Federal Medicare Costs Rise Slightly for 2022
Federal employees enrolled in a medicare plan under the Federal Employee Medicare Program can expect their medicare costs to increase by about 2.4% for 2022, according to figures released by the Bureau of Personnel Management on September 29.
Based on the legally binding cost allocation between government and employees, this cost increase translates into an average increase of 3.8% for employees and 1.9% for government.

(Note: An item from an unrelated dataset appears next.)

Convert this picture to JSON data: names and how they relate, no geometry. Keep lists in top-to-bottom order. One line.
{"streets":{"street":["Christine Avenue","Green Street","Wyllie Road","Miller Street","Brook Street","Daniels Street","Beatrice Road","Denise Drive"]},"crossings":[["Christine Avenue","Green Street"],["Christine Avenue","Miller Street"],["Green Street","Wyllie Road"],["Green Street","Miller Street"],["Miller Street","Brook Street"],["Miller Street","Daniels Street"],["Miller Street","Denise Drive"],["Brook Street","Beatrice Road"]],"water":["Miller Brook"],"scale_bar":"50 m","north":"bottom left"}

“Quality health insurance has never been more important, and the OPM makes sure that all eligible registrants have the information they need to make informed decisions about their coverage,” said the director of the OPM, Kiran Ahuja, in a press release. “The global pandemic underscores an employer’s responsibility to provide their workforce with quality, affordable and reliable health care options. As the largest employer in the United States, the federal government is proud to lead by example with a wide selection of FEHB and FEDVIP health insurance plans that provide the quality coverage that every employee deserves.
Health insurance cost increases for 2022 are lower than in 2020 and 2021, although they are still nearly double the record 1.3% increase from 2019.
If the federal government receives the 2.7% salary increase that President Joe Biden intends to implement for 2022, the average health insurance premium costs for the federal government will be around $ 4. , 8% of their salary, according to OPM, a slight increase on the average of 4.7% of the salary cost. to federal authorities in 2021.
“It is clear that the administration has done a better job in maintaining the employees’ share of premium costs in the FEHB program for 2022, and we welcome this progress,” said the national president of the National Union of Treasury Employees, Tony Reardon, in a statement. “But we will encourage our members to prepare for price increases and use the upcoming open registration season to weigh all of their options to decide which plan is best for themselves and their families.”
Federal employees are not sure to see exactly how the average costs of their personal plans will increase, as some plan costs may be lower or higher in 2022, due to enrollment numbers, average annual costs, age of registrants and other factors. Fed that change plans between 2021 and 2022 could therefore see an above or below average increase, no increase at all, or even cost savings.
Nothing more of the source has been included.